**TASK ITEM**
Which of the lines below mention the word "function"? Pull each one out.

**MATERIAL PROVIDED**

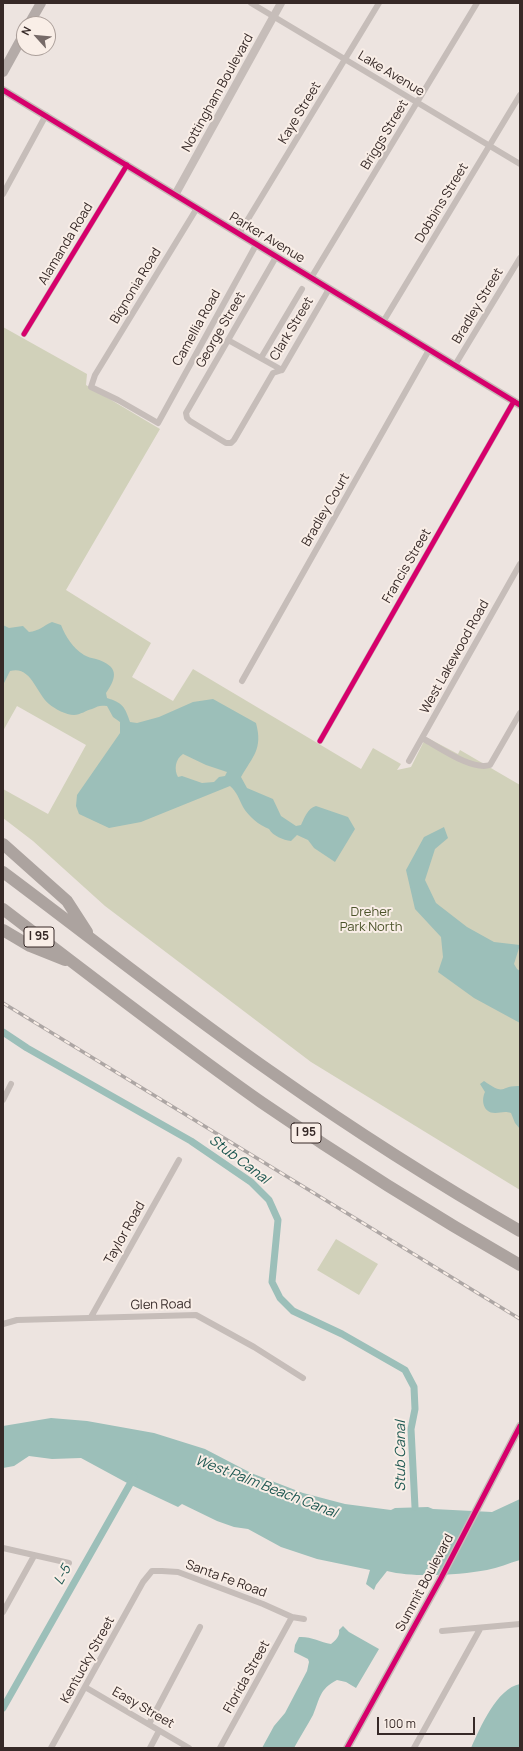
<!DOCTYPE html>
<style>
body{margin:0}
#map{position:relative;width:523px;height:1751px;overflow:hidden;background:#ede4e0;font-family:Manrope,sans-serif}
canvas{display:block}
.frame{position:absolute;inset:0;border:4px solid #362927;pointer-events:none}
.north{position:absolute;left:16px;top:16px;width:40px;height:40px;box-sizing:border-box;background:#f9eee7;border:1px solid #ab9f9a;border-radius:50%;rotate:297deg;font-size:11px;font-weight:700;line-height:16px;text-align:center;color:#362927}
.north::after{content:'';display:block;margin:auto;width:14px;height:18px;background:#766a68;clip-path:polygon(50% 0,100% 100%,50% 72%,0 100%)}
.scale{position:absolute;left:377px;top:1717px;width:98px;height:18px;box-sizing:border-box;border:2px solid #362927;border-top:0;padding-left:5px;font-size:12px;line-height:14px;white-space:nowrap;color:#362927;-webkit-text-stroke:3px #f9eee7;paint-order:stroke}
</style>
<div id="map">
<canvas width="523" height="1751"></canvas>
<div class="frame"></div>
<div class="north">N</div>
<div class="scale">100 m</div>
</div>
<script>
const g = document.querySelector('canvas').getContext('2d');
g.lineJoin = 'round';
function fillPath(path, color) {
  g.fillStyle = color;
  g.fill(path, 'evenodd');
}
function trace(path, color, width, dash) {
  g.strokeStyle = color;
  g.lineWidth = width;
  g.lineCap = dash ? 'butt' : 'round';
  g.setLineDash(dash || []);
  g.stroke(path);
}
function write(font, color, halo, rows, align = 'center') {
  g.font = font + ' Manrope,sans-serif';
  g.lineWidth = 4;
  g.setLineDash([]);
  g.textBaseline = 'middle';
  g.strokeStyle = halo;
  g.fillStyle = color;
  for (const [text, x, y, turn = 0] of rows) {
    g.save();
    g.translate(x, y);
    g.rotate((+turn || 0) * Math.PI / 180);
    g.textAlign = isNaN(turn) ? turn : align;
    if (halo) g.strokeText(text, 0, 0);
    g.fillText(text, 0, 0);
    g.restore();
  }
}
fillPath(new Path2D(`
 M3,327L87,374L86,385L160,429L66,590L151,643L132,677L173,701L193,669L361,769L373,748L401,764L397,770L411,767L426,737L458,754L460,750L520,785V1190L311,1062L105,906L33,841L42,824L33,841L3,818V789L48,814L86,745L17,706L3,731Z
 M336,1239L378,1264L359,1295L317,1270Z`), '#d1d1ba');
fillPath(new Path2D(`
 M52,622L61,625C66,637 72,647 84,655C87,657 92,658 96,659C118,666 118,676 106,693L107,698C123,703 125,707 130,722L137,723L159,717L193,702L213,699L256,723C263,749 253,756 241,777L247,788L273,799L281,816L296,826L301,825C305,817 307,809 316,806L348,817L355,829L335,862L314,848L308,840L297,835L291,841C283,840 273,836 269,829C259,825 249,817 243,807C239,799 237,792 230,786L141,822L109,828L79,814L76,806L77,795L120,733V722L113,717L107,706C100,705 98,706 92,709C87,710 80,715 74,715C66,715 55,709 49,704C36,693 31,665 10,671L3,685V625L9,628L23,626L29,632C39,631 43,626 52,622ZM183,754L206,765L227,772L225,776L219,777L214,782L202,783L182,776L178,777C174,770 175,759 183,754Z
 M444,827L448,838L435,849L425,880L436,903L467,927L494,942L520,945L514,964L517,969L520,971V1023L474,998L438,972L443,957L441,937L415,909L406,870L424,837Z
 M484,1081C507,1097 499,1085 520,1086V1129L515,1123L511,1113C504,1111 501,1113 495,1113C483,1113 481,1100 485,1092L480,1084Z
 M51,1418L87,1421L154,1433L205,1449L251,1473L303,1493L345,1504L391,1510L395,1508L428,1507L433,1509L492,1512L520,1499V1560C509,1563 498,1568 487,1570C459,1575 414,1578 387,1571L376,1585L374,1590L366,1584L370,1570L317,1559L281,1547L248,1529L234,1527L217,1521L182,1504L178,1507L129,1484L81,1458L52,1459L29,1456L14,1466L3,1468V1426Z
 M343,1626L349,1632L379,1649L356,1688L346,1682L337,1680C319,1689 320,1699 313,1715C307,1726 300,1737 294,1748H262L274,1726L285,1713L307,1671L309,1662L308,1659L294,1652L295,1645L299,1637C310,1636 320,1642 331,1644C336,1640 340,1636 339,1630Z
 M520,1684V1748H471C480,1728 497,1688 520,1684Z`), '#9cbfb9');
trace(new Path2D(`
 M3,1032L27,1048L191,1141L251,1182L269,1200L278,1220L272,1282L280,1298L293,1311L342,1334L405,1370L414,1387L415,1409L411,1429L415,1507
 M3,1708L134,1477`), '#9cbfb9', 7);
trace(new Path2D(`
 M251,3L520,164
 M3,194L46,115
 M197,208L95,375L91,387L118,400L158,423L256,245
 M239,234L379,3
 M276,257L186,413L187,418L190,421L226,443H231L234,440L273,373L282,370L329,289
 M311,278L477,3
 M383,322L520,95
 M24,334L127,165
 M228,340L282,370
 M261,358L302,289
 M455,365L520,258
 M242,681L429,350
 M422,738C439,747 472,771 490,765L520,713
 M320,741L514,401
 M409,761L520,564
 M3,1100L11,1084
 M91,1317L179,1160
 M3,1324L17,1320L196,1315L254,1347L303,1378
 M3,1548L69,1563
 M3,1612L34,1556
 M442,1631L520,1624
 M85,1687L189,1748
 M149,1724L200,1627
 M51,1748L143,1582L152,1571H162L178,1572L263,1604L292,1617L304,1619
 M150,1748L159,1731
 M220,1748L292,1617
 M414,1748L480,1629`), '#c6bdb9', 6);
trace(new Path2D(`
 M3,90L520,405
 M175,195L281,3
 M347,1748L441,1578L520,1426`), '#c6bdb9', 8);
trace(new Path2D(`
 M29,24L41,3
 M3,72L24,34`), '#b4aba8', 10);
trace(new Path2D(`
 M3,844L67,901L87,932
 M3,872C94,940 183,1011 277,1076C355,1131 437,1183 520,1231
 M3,909C88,974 173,1040 261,1102C345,1160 431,1214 520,1265
 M3,930L30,946L65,960`), '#aca39f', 12);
const rail = new Path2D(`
 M3,1003L520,1319`);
trace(rail, '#ada6a4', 3.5);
trace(rail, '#f9eee7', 2, [6]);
trace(new Path2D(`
 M3,90L520,405
 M24,334L127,165
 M320,741L514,401
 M347,1748L441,1578L520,1426`), '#d6006c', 5);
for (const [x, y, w] of [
 [39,937,30],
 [306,1133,30]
]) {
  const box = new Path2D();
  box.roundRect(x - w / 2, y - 10, w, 20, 3);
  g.fillStyle = '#f9eee7';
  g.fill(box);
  trace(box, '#362927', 1);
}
write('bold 12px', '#362927', null, [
 ["I 95",39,937],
 ["I 95",306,1133]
]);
write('13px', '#362927', '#f9eee7', [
 ["Lake Avenue",391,74,31],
 ["Nottingham Boulevard",218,93,-61],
 ["Kaye Street",300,113,-59],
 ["Briggs Street",385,135,-59],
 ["Dobbins Street",442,203,-59],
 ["Parker Avenue",267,238,31],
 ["Alamanda Road",66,244,-59],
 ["Bignonia Road",136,286,-59],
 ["Bradley Street",478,306,-59],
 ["Camellia Road",197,328,-61],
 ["Clark Street",292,329,-59],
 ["George Street",221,330,-60],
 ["Bradley Court",326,510,-60],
 ["Francis Street",407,566,-60],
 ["West Lakewood Road",455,657,-61],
 ["Taylor Road",125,1233,-61],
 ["Glen Road",161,1305,-1],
 ["Santa Fe Road",226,1579,20],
 ["Summit Boulevard",425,1583,-62],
 ["Kentucky Street",88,1660,-61],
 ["Florida Street",247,1677,-61],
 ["Easy Street",143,1708,30]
]);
write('13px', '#4c542b', '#f9eee7', [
 ["Dreher",371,912],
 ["Park North",371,927]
]);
write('italic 14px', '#1d5751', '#f9eee7', [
 ["Stub Canal",239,1160,37],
 ["Stub Canal",401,1456,-90],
 ["West Palm Beach Canal",266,1487,21],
 ["L-5",63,1575,-61]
]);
</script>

**OUTPUT FOR THIS TASK**
function fillPath(path, color) {
function trace(path, color, width, dash) {
function write(font, color, halo, rows, align = 'center') {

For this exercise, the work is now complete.